Christian Peregrino ha interpretado a Banquo en el ciclo de Buenos Aires lírica y se aprestaba a participar del Requiem de Verdi en el Teatro Argentino de La Plata. “Te vas reverenda HDP. Te vas al fin. Ojalá hoy te pongan una tobillera en la pata y no puedas salir más de tu casa, pedazo de excremento mal producido”, escribió previamente en su cuenta de Facebook cuando se consumó la victoria libertaria. El mensaje estuvo acompañado de una imagen de la exvicepresidenta Cristina Fernández de Kirchner. El cantante la comparó también con una “bocha mortadela” por su vestido en la ceremonia de traspaso de mando en el Congreso, donde se la vio reírse en complicidad con Milei.

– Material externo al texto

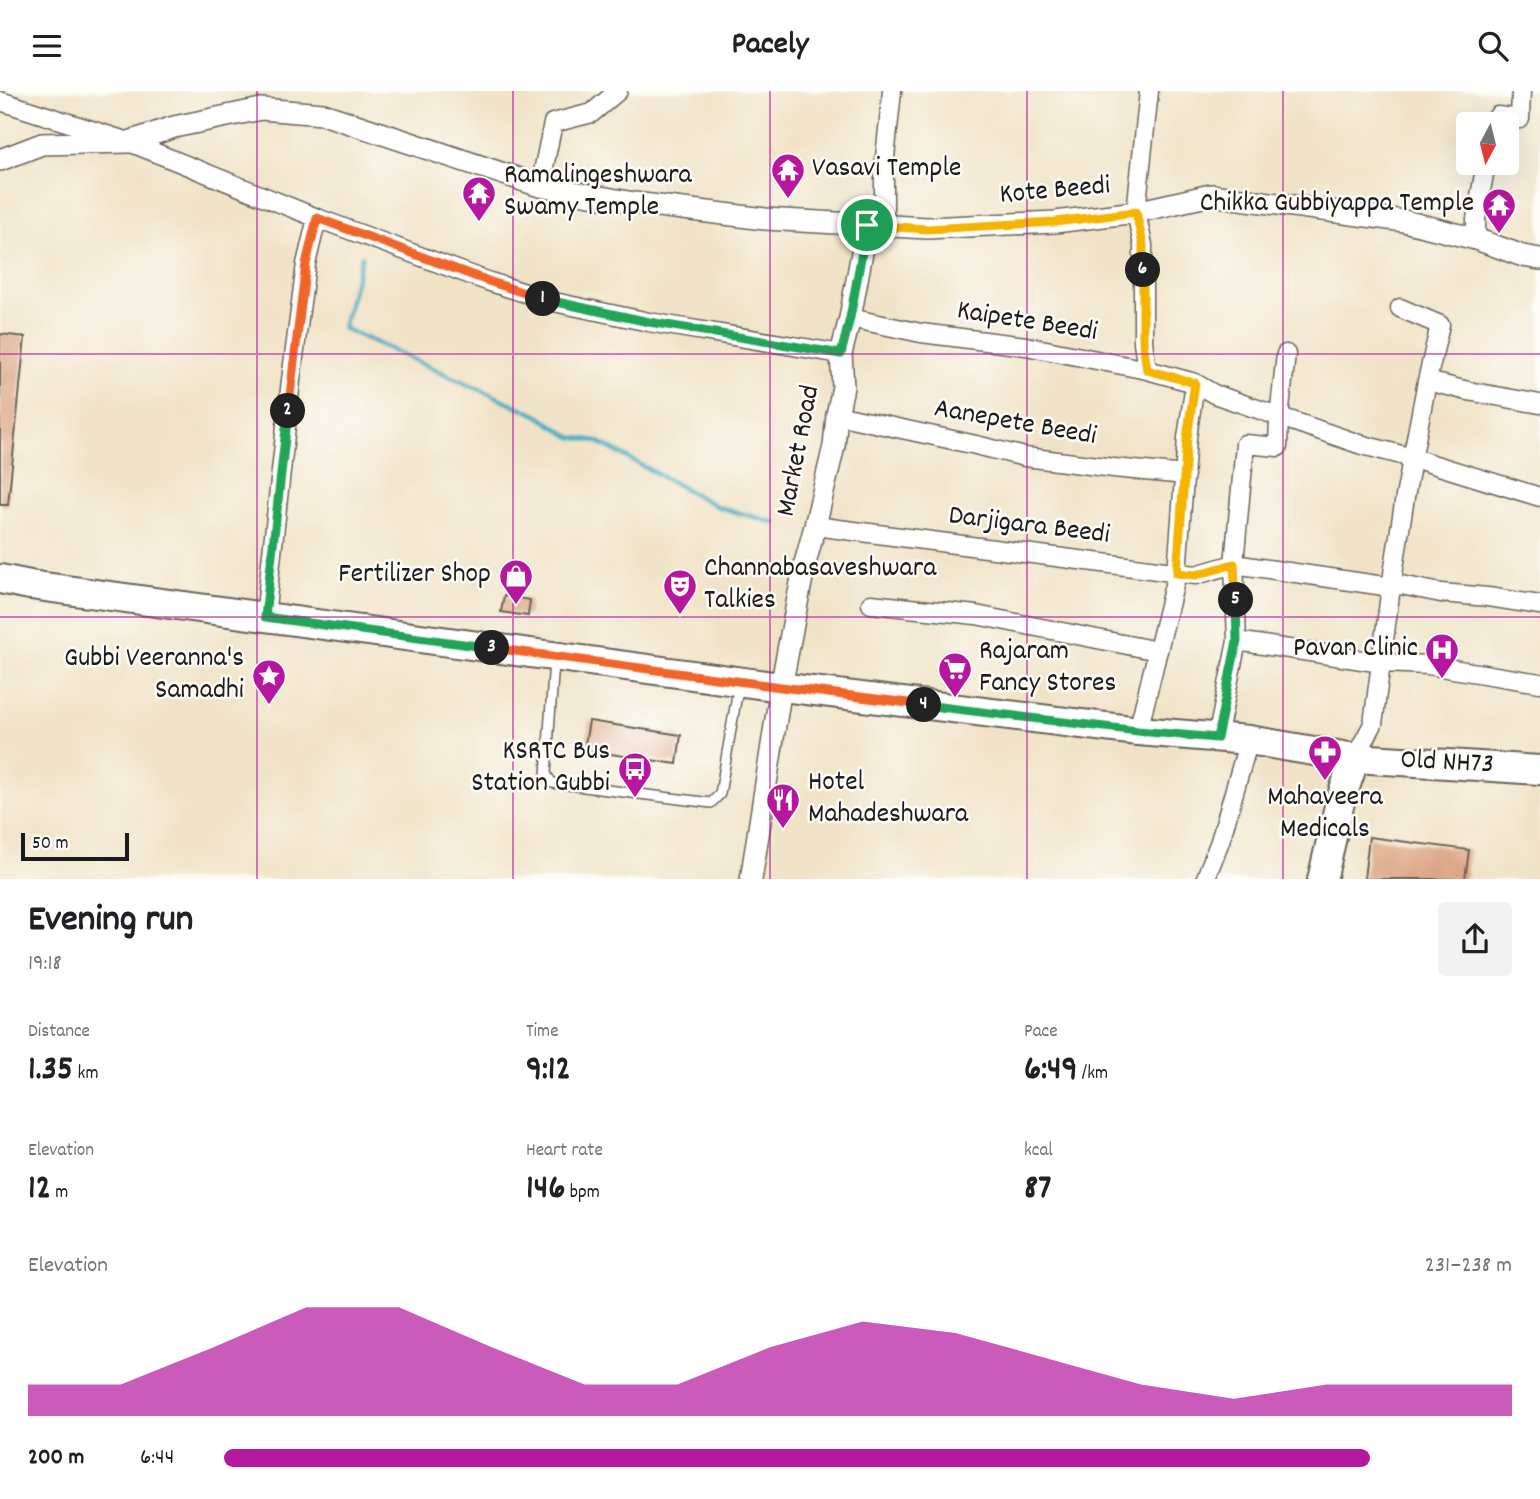 <!DOCTYPE html>
<meta charset="utf-8">
<style>
:root{--surface:#fff;--page:#f2f2f2;--text:#202124;--muted:#757577;--accent:#b5179e}
body{margin:0;font-family:Dekko,sans-serif;background:var(--page);color:var(--text);height:100vh;display:flex;flex-direction:column;font-size:26px;white-space:nowrap}
*{box-sizing:border-box;margin:0}
p{font-size:23px;color:var(--muted)}
.icon{flex:none;width:38px;height:38px;fill:none;stroke:currentColor;stroke-width:2;stroke-linecap:round;stroke-linejoin:round}
.map{position:relative;height:788px;overflow:hidden}
.side{display:flex;flex-direction:column;background:var(--surface);flex:1}
.side>*{flex:none}
.needle{width:46px;rotate:187deg}
.fabs{position:absolute;left:1456px;top:21px;display:grid;gap:14px}
.fabs a{display:grid;place-items:center;width:63px;height:63px;border-radius:7px;background:var(--surface);box-shadow:0 7px 28px #0002;font-size:35px}
.scale{position:absolute;left:21px;bottom:18px;width:108px;box-sizing:border-box;padding-left:7px;border:4px solid #1c1c1c;border-top:0;font-size:19px;line-height:24px;white-space:nowrap;color:#1c1c1c;-webkit-text-stroke:5px #fdfcf7;paint-order:stroke}
.pin{position:absolute;display:grid;place-items:center;width:60px;height:60px;color:#fff;margin:-30px;border:4px solid #fff;border-radius:50%;box-shadow:0 2px 7px #0007}
.km{position:absolute;width:35px;height:35px;margin:-18px;border-radius:50%;background:#222;color:#fff;font-size:19px;line-height:35px;text-align:center}
.round{display:grid;place-items:center;flex:none;width:74px;height:74px;border-radius:7px;background:var(--page)}
.head{display:flex;align-items:center;justify-content:space-between;height:119px;padding:0 28px}
h1{font-size:38px;font-weight:800;line-height:52px}
.stats{display:grid;grid-template-columns:repeat(3,1fr);gap:10px;height:119px;padding:7px 28px}
.stats div{display:grid;align-content:center}
.stats b{font-size:35px;font-weight:800}
.stats small{font-size:19px;font-weight:400}
.stats p{font-size:19px}
.chart{height:196px;padding:14px 28px}
.chart p{display:flex;justify-content:space-between}
.chart svg{width:100%;height:126px;margin-top:7px;fill:var(--accent);opacity:.7}
ul{padding:0 28px;list-style:none;font-size:23px}
li{display:grid;grid-template-columns:112px 84px 1fr;align-items:center;height:52px}
li i{height:18px;border-radius:9px;background:var(--accent)}
header{display:flex;justify-content:space-between;align-items:center;height:91px;padding:0 28px;background:var(--surface);font-size:32px;font-weight:800}
.map>svg:first-child{display:block}
</style>
<header><svg class="icon" aria-label="menu" viewBox="0 0 24 24"><path d="M4 6h16M4 12h16M4 18h16"/></svg>Pacely<svg class="icon" aria-label="search" viewBox="0 0 24 24"><circle cx="10" cy="10" r="6"/><path d="M15 15l6 6"/></svg></header>
<div class="map">
<svg width="1540" height="789" viewBox="0 0 1540 789">
<rect width="100%" height="100%" fill="#fdfcf7"/>
<filter id="ink" filterUnits="userSpaceOnUse"><feTurbulence type="fractalNoise" baseFrequency=".0143" numOctaves="2"/><feDisplacementMap in="SourceGraphic" scale="14" xChannelSelector="R" yChannelSelector="G"/><feConvolveMatrix kernelMatrix="1 2 1 2 8 2 1 2 1" color-interpolation-filters="sRGB"/></filter>
<filter id="wash" filterUnits="userSpaceOnUse"><feTurbulence type="fractalNoise" baseFrequency=".00686" numOctaves="4" result="noise"/><feDisplacementMap in="SourceGraphic" scale="28" xChannelSelector="R" yChannelSelector="G"/><feGaussianBlur stdDeviation="1.57" result="paint"/><feColorMatrix in="noise" values="0 0 0 0 0 0 0 0 0 0 0 0 0 0 0 0 0 1.4 0 .05"/><feComposite in="paint" operator="in"/></filter>
<g filter="url(#wash)">
<rect width="100%" height="100%" fill="#f1e3c7"/>
<g fill="none" stroke-linecap="round" stroke-linejoin="round">
<path stroke="#44acc3" stroke-width="4.5" d="M362 165 343 237 537 324 571 346 597 350 718 416 776 432"/>
</g>
<g id="blocks">
<path fill="#dba684" d="M0 243 25 246 8 414H0Z
M504 505 530 509 528 525 501 521Z
M589 630 681 644 677 673 584 659Z
M1369 746 1469 759 1465 788H1364Z"/>
</g>
</g>
<g filter="url(#ink)">
<use href="#blocks" fill-opacity="0" stroke="#676258" stroke-width="2"/>
<g fill="none" stroke-linecap="round" stroke-linejoin="round">
<g stroke="#676258" stroke-width="12">
<path id="service" d="M554 570 546 683 552 692 711 712 720 703 739 592"/>
</g>
<g stroke="#676258" stroke-width="21">
<path id="minor" d="M0 10 129 51 317 127 487 190 554 211 649 231 841 263
M1493 33 1498 25 1520 28 1521 0
M540 95 553 32 592 22 618 0
M884 136V76L892 0
M1476 148V128L1486 72
M850 227 921 242 1026 255 1147 279 1195 292 1214 303 1359 353 1413 367 1540 406
M1286 263 1279 326 1278 356 1245 353 1234 473 1391 496 1401 494 1441 502 1488 506 1540 514
M1147 279 1143 251V154L1136 121 1149 0
M1427 290 1468 300 1540 313
M837 324 976 354 1025 366 1114 377 1185 384
M815 435 1196 484 1234 473 1237 550 1217 647
M871 513 976 524 1158 560
M265 526 291 289 306 173 317 127
M1237 550 1382 572 1428 574 1540 592
M1138 640 1177 482 1187 347 1195 292
M1355 667 1373 633 1391 496 1405 406 1427 290 1440 234 1400 217
M1205 789 1220 750 1249 649"/>
</g>
<g stroke="#676258" stroke-width="24">
<path id="tertiary" d="M0 69 42 53 129 51 174 36 261 18 323 23 540 95 634 112 765 128 927 137 1055 131 1136 121 1211 104 1404 130 1476 148 1523 165 1540 168
M751 789 781 596 804 476 815 435 834 355 837 324 843 296 841 263 850 227 867 134"/>
</g>
<g stroke="#676258" stroke-width="32">
<path id="primary" d="M0 488 30 494 781 596 1138 640 1249 649 1355 667 1540 679
M1322 789 1340 711 1355 667"/>
</g>
<use href="#service" stroke="#fff" stroke-width="9"/>
<use href="#minor" stroke="#fff" stroke-width="18"/>
<use href="#tertiary" stroke="#fff" stroke-width="21"/>
<use href="#primary" stroke="#fff" stroke-width="28"/>
</g>
</g>
<g fill="none" stroke-linecap="round" stroke-linejoin="round" filter="url(#ink)">
<g stroke="#fff" stroke-width="14">
<path id="split-1" d="M543 208 649 231 841 263 850 227 867 134"/>
</g>
<g stroke="#fff" stroke-width="14">
<path id="split-2" d="M288 320 306 173 317 127 488 190 543 208"/>
</g>
<g stroke="#fff" stroke-width="14">
<path id="split-3" d="M288 320 265 526 492 557"/>
</g>
<g stroke="#fff" stroke-width="14">
<path id="split-4" d="M492 557 781 596 924 614"/>
</g>
<g stroke="#fff" stroke-width="14">
<path id="split-5" d="M924 614 1138 640 1217 647 1237 550 1236 509"/>
</g>
<g stroke="#fff" stroke-width="14">
<path id="split-6" d="M1143 179V251L1147 279 1195 292 1187 347 1177 482 1196 484 1234 473 1236 509"/>
</g>
<g stroke="#fff" stroke-width="14">
<path id="split-7" d="M867 134 927 138 1055 131 1136 121 1143 154V179"/>
</g>
<use href="#split-1" stroke="#22a559" stroke-width="9"/>
<use href="#split-2" stroke="#f0652b" stroke-width="9"/>
<use href="#split-3" stroke="#22a559" stroke-width="9"/>
<use href="#split-4" stroke="#f0652b" stroke-width="9"/>
<use href="#split-5" stroke="#22a559" stroke-width="9"/>
<use href="#split-6" stroke="#f5b400" stroke-width="9"/>
<use href="#split-7" stroke="#f5b400" stroke-width="9"/>
</g>
<path fill="none" stroke="#b5179e" stroke-width="2" stroke-opacity="0.55" d="M257 0V789M513 0V789M770 0V789M1027 0V789M1283 0V789M0 263H1540M0 526H1540"/>
<defs>
<g id="temple-pin" transform="scale(1.75)"><path d="M0 17L-7.5 6A9.5 9.5 0 1 1 7.5 6Z" fill="#b5179e" stroke="#fdfcf7"/><path d="M0-6L5-2H3V0L6.5 2.5H4V6H1.5V3h-3V6H-4V2.5H-6.5L-3 0V-2H-5Z" fill="#fff"/></g>
<g id="shop-pin" transform="scale(1.75)"><path d="M0 17L-7.5 6A9.5 9.5 0 1 1 7.5 6Z" fill="#b5179e" stroke="#fdfcf7"/><path d="M-5-2.5h2.3a2.7 3.5 0 0 1 5.4 0H5L5.5 6h-11ZM-1.5-2.5h3a1.5 2.3 0 0 0-3 0Z" fill="#fff"/></g>
<g id="theatre-pin" transform="scale(1.75)"><path d="M0 17L-7.5 6A9.5 9.5 0 1 1 7.5 6Z" fill="#b5179e" stroke="#fdfcf7"/><path d="M-5-5.5Q0-4 5-5.5V0Q5 5 0 6Q-5 5-5 0ZM-3.3-2.5H-1v1.5H-3.3ZM1-2.5H3.3v1.5H1ZM-2.8 1Q0 5.5 2.8 1Z" fill="#fff"/></g>
<g id="hospital-pin" transform="scale(1.75)"><path d="M0 17L-7.5 6A9.5 9.5 0 1 1 7.5 6Z" fill="#b5179e" stroke="#fdfcf7"/><path d="M-5-5h3v3.5h4V-5h3V5h-3V1.5h-4V5h-3Z" fill="#fff"/></g>
<g id="supermarket-pin" transform="scale(1.75)"><path d="M0 17L-7.5 6A9.5 9.5 0 1 1 7.5 6Z" fill="#b5179e" stroke="#fdfcf7"/><path d="M-6-5.5h2.5l.6 2H6L4.5 2H-2.5L-4.4-4H-6ZM-1.5 3.2a1.3 1.3 0 1 0 .1 0ZM3 3.2a1.3 1.3 0 1 0 .1 0Z" fill="#fff"/></g>
<g id="sight-pin" transform="scale(1.75)"><path d="M0 17L-7.5 6A9.5 9.5 0 1 1 7.5 6Z" fill="#b5179e" stroke="#fdfcf7"/><path d="M0-6L1.8-2.2L6-1.7L2.9 1.2L3.7 5.4L0 3.3L-3.7 5.4L-2.9 1.2L-6-1.7L-1.8-2.2Z" fill="#fff"/></g>
<g id="pharmacy-pin" transform="scale(1.75)"><path d="M0 17L-7.5 6A9.5 9.5 0 1 1 7.5 6Z" fill="#b5179e" stroke="#fdfcf7"/><path d="M-2-6h4v4h4v4h-4v4h-4v-4h-4v-4h4Z" fill="#fff"/></g>
<g id="bus-pin" transform="scale(1.75)"><path d="M0 17L-7.5 6A9.5 9.5 0 1 1 7.5 6Z" fill="#b5179e" stroke="#fdfcf7"/><path d="M-5-6H5V4H4V6H2V4H-2V6H-4V4H-5ZM-3.5-4V0h7V-4ZM-3.5 1.2v1.5H-2V1.2ZM2 1.2v1.5H3.5V1.2Z" fill="#fff"/></g>
<g id="restaurant-pin" transform="scale(1.75)"><path d="M0 17L-7.5 6A9.5 9.5 0 1 1 7.5 6Z" fill="#b5179e" stroke="#fdfcf7"/><path d="M-5-6h1v4h1v-4h1v4h1v-4h1v5L-1.5 .5V6h-2V.5L-5-1ZM5-6V6H3V1.5H1.5Q1.5-4 5-6Z" fill="#fff"/></g>
</defs>
<g fill-rule="evenodd">
<use href="#temple-pin" x="788" y="79"/>
<use href="#temple-pin" x="479" y="102"/>
<use href="#temple-pin" x="1499" y="114"/>
<use href="#shop-pin" x="516" y="485"/>
<use href="#theatre-pin" x="680" y="495"/>
<use href="#hospital-pin" x="1442" y="559"/>
<use href="#supermarket-pin" x="955" y="578"/>
<use href="#sight-pin" x="269" y="585"/>
<use href="#pharmacy-pin" x="1325" y="661"/>
<use href="#bus-pin" x="635" y="678"/>
<use href="#restaurant-pin" x="783" y="709"/>
</g>
<g text-anchor="middle" dominant-baseline="central" stroke-width="5" stroke-linejoin="round" paint-order="stroke">
<g font-size="28" fill="#1c1c1c" stroke="#fdfcf7" text-anchor="start">
<text x="812" y="79">Vasavi Temple</text>
<text x="504" y="86">Ramalingeshwara<tspan x="504" dy="32">Swamy Temple</tspan></text>
<text x="1474" y="114" text-anchor="end">Chikka Gubbiyappa Temple</text>
<text x="704" y="479">Channabasaveshwara<tspan x="704" dy="32">Talkies</tspan></text>
<text x="491" y="485" text-anchor="end">Fertilizer Shop</text>
<text x="1418" y="559" text-anchor="end">Pavan Clinic</text>
<text x="979" y="562">Rajaram<tspan x="979" dy="32">Fancy Stores</tspan></text>
<text x="244" y="569" text-anchor="end">Gubbi Veeranna's<tspan x="244" dy="32">Samadhi</tspan></text>
<text x="610" y="662" text-anchor="end">KSRTC Bus<tspan x="610" dy="32">Station Gubbi</tspan></text>
<text x="808" y="693">Hotel<tspan x="808" dy="32">Mahadeshwara</tspan></text>
<text x="1325" y="708" text-anchor="middle">Mahaveera<tspan x="1325" dy="32">Medicals</tspan></text>
</g>
<g font-size="28" fill="#1c1c1c" stroke="#fdfcf7">
<text transform="translate(1055 101) rotate(-5)">Kote Beedi</text>
<text transform="translate(1027 232) rotate(9)">Kaipete Beedi</text>
<text transform="translate(1015 333) rotate(10)">Aanepete Beedi</text>
<text transform="translate(800 360) rotate(-79)">Market Road</text>
<text transform="translate(1029 436) rotate(7)">Darjigara Beedi</text>
<text transform="translate(1447 673) rotate(3)">Old NH73</text>
</g>
</g>
</svg>
<div class="fabs">
<a><svg class="needle" viewBox="-14 -14 28 28"><path d="M0-13l5 13h-10z" fill="#e53935"/><path d="M0 13l5-13h-10z" fill="#757577"/></svg></a>
</div>
<div class="scale">50 m</div>
<div class="pin" style="left:867px;top:134px;background:#1e9e55"><svg class="icon" aria-label="arrive" viewBox="0 0 24 24"><path d="M6 21V4h12l-3 4 3 4H6"/></svg></div>
<b class="km" style="left:543px;top:208px">1</b>
<b class="km" style="left:288px;top:320px">2</b>
<b class="km" style="left:492px;top:557px">3</b>
<b class="km" style="left:924px;top:614px">4</b>
<b class="km" style="left:1236px;top:509px">5</b>
<b class="km" style="left:1143px;top:179px">6</b>
</div>
<section class="side">
<div class="head"><div><h1>Evening run</h1><p>19:18</p></div><a class="round"><svg class="icon" aria-label="share" viewBox="0 0 24 24"><path d="M12 15V3M7 8l5-5 5 5M5 13v7h14v-7"/></svg></a></div>
<div class="stats">
<div><p>Distance</p><b>1.35<small> km</small></b></div>
<div><p>Time</p><b>9:12</b></div>
<div><p>Pace</p><b>6:49<small> /km</small></b></div>
</div>
<div class="stats">
<div><p>Elevation</p><b>12<small> m</small></b></div>
<div><p>Heart rate</p><b>146<small> bpm</small></b></div>
<div><p>kcal</p><b>87</b></div>
</div>
<div class="chart"><p><span>Elevation</span>231–238 m</p>
<svg viewBox="0 0 160 44" preserveAspectRatio="none"><path d="M0 44V33L10 33L20 20L30 6L40 6L50 20L60 33L70 33L80 20L90 11L100 15L110 24L120 33L130 38L140 33L150 33L160 33V44z"/></svg>
</div>
<ul>
<li><b>200 m</b>6:44<i style="width:89%"></i></li>
</ul>
</section>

Peregrino, quien en su cuenta en la red social aparece con una remera que incluye la consigna del partido oficial, había lanzado un grito de indignación por la rechifla contra el anarco capitalista en el Colón en el marco de Madama Butterfly. “Los que entonaron la marcha Peronista desde el mítico foso del Teatro Colón, ¿van a renunciar o pueden cometer semejante falta de respeto sin sanciones?”, se preguntó. Pero lo sancionaron a él y con su apartamiento del Requiem se sintió blanco de la censura, ejecutada a través del sindicato, que lo consideró persona no grata por agresiones virtuales a sus compañeras y compañeros. “Me llamó gente del coro, de administración, de sastrería, de prensa para decirme que lo que sucedió era una locura”, aseguró. “La libertad de expresión condicionada”, dijo La Nación.

La “incomprensión de los signos” es una regla de nuestra actualidad.